As with all ideas in the public domain, the ultimate verdict will be rendered at the end of public contestation. With characteristic foresight, Professor Anya gets in his verdict ahead of the rest, reminding us that: “[N]o Nigerian in public life can be non-controversial for to take a position in Nigeria… is to stir up controversy since there is no existing national ethos or code of common values.” Most people who are able to consume these two volumes would probably discover by the end that any points that merit controversy probably cannot compete in significance with those that compel consensus.

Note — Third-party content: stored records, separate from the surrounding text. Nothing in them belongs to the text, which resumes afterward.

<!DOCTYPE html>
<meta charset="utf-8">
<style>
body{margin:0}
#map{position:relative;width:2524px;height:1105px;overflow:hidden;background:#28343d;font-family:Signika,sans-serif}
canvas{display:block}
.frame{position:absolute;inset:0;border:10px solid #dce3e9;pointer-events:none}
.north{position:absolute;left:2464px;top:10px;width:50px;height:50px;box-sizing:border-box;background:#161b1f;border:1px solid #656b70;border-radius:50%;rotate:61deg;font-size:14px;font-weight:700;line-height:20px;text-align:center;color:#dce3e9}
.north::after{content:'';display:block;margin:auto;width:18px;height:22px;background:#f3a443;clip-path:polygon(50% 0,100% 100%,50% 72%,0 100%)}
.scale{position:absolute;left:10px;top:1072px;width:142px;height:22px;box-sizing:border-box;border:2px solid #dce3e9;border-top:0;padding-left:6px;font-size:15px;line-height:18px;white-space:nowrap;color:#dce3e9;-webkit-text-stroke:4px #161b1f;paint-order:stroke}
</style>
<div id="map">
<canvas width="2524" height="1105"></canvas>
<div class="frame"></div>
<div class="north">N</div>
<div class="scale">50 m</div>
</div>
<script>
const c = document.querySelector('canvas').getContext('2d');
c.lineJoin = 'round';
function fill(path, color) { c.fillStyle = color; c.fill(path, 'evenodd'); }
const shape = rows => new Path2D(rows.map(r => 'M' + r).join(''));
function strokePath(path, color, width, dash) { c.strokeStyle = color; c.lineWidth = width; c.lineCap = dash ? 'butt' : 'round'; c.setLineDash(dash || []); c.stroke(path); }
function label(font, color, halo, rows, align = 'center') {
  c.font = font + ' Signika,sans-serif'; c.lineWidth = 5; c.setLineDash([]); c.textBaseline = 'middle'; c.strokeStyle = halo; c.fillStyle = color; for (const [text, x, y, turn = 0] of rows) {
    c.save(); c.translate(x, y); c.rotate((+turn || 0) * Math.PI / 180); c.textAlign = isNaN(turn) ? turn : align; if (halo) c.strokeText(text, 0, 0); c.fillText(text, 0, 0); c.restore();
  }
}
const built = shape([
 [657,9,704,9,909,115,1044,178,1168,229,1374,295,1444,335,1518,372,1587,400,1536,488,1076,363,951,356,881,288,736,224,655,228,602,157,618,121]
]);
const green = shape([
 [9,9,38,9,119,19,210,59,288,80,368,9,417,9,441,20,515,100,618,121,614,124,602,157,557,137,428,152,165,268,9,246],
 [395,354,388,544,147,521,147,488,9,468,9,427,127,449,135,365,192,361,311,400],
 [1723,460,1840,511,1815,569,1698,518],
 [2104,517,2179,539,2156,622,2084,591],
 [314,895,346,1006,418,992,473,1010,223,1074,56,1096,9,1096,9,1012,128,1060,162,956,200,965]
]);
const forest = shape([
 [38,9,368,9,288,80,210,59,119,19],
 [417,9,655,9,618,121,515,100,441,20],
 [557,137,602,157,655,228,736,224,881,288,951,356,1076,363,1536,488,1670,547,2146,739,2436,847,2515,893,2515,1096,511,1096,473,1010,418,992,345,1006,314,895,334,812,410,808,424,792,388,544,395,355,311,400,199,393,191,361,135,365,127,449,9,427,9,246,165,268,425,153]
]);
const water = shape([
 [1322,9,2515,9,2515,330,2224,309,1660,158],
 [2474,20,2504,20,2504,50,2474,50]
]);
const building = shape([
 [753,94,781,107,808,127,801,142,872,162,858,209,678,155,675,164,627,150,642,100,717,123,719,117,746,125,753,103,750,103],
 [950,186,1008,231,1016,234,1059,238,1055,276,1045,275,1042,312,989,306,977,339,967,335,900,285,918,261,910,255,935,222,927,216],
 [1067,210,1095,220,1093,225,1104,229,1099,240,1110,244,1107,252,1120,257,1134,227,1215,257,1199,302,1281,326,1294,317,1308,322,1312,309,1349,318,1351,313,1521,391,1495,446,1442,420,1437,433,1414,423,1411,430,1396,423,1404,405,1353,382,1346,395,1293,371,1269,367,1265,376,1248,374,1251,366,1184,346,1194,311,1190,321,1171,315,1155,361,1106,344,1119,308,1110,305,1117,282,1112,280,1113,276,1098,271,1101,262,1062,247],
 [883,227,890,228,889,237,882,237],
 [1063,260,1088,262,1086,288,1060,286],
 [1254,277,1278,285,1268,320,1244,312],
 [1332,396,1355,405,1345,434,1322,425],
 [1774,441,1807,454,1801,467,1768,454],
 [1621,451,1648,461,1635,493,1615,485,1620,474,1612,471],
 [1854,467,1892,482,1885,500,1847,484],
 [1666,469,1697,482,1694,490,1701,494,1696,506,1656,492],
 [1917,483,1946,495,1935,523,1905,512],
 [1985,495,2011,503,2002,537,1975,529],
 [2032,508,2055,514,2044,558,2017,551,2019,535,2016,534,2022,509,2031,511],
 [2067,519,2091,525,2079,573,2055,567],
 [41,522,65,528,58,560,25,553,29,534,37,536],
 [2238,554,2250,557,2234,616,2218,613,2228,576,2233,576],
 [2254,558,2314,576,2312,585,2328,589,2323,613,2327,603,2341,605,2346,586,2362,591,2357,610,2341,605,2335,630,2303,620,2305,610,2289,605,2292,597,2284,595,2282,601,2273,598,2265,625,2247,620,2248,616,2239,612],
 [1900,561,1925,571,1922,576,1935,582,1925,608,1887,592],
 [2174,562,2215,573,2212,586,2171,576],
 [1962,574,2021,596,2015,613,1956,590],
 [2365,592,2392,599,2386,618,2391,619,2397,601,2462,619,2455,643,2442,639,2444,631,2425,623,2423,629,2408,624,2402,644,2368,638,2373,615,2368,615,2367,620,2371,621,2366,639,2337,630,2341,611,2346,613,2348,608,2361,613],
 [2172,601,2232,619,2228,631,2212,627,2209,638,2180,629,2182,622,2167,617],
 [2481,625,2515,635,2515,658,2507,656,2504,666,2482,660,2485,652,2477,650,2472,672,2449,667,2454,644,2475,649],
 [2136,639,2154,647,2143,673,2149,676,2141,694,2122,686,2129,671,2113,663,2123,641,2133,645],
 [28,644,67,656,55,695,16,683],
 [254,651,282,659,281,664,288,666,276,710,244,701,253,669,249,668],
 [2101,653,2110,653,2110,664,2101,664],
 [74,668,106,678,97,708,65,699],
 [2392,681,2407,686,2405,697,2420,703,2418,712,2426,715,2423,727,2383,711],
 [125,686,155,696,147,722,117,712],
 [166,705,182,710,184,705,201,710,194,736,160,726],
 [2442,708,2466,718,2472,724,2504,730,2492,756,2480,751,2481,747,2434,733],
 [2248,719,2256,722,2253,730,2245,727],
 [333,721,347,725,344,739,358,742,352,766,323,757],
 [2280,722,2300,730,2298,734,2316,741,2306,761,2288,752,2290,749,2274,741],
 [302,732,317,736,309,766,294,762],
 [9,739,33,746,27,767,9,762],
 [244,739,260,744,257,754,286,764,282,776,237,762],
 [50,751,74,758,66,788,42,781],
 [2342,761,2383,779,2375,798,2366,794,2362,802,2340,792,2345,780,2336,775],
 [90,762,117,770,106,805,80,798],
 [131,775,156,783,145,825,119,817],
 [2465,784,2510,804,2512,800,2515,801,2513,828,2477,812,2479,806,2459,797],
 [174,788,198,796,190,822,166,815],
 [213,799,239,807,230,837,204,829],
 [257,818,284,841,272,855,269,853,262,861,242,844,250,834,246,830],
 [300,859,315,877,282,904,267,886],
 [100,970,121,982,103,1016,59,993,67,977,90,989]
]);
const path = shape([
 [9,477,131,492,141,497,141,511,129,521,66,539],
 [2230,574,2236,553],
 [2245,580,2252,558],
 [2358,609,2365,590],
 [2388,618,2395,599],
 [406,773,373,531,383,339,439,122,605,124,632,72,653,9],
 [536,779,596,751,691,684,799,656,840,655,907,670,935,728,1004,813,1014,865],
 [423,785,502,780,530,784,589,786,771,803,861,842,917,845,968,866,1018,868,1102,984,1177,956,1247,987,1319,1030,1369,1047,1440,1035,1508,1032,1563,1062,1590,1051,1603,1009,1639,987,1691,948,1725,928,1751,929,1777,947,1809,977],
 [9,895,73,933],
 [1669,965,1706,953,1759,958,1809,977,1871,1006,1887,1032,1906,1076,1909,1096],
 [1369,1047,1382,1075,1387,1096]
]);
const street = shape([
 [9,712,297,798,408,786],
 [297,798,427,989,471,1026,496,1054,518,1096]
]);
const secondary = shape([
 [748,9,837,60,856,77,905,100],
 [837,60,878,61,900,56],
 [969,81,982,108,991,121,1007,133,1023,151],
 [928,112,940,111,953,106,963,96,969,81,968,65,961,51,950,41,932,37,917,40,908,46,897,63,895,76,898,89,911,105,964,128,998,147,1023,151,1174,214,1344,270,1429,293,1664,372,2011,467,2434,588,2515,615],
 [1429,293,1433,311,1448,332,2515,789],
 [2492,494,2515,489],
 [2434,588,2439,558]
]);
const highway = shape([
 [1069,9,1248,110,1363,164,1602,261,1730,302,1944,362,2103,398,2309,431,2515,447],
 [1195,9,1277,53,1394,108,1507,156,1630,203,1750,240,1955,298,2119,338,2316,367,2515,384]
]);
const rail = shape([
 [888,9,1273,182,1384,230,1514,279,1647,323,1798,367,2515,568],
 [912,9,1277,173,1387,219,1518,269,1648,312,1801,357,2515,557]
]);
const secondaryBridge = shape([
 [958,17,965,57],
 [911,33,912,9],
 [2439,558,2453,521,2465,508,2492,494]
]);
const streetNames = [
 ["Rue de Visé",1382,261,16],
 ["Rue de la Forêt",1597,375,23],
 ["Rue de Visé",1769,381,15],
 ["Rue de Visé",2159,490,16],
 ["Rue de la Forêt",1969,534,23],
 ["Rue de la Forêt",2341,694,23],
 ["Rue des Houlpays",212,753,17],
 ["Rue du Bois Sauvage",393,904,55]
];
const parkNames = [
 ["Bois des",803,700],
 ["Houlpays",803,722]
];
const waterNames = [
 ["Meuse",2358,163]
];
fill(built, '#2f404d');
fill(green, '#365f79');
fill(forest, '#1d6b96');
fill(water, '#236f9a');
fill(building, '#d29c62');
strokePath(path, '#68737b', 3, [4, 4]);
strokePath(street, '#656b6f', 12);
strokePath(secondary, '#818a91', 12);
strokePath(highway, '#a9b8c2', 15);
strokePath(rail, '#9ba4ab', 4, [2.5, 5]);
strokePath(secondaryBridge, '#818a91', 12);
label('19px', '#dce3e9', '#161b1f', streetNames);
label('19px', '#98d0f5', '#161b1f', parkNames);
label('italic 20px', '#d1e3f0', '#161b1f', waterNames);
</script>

Chidi Odinkalu is Senior Visiting Fellow at the Centre for the Study of Human Rights at the London School of Economics & Political Science (LSE).

This is a review essay on Times, Thoughts and Ideas: Selected Papers of Professor Anya O. Anya, Vols. 1 & 2 (Vol. 1, Political/ Economy, 508 pages; Vol. 2, Educational/Socio-Cultural, 332 pages), 2016. Editors: Ndubuisi Ofondu, Ireke Kalu Onuma & Ogbonna Oleka. Parrésia Publishers Limited, Ikeja, Lagos.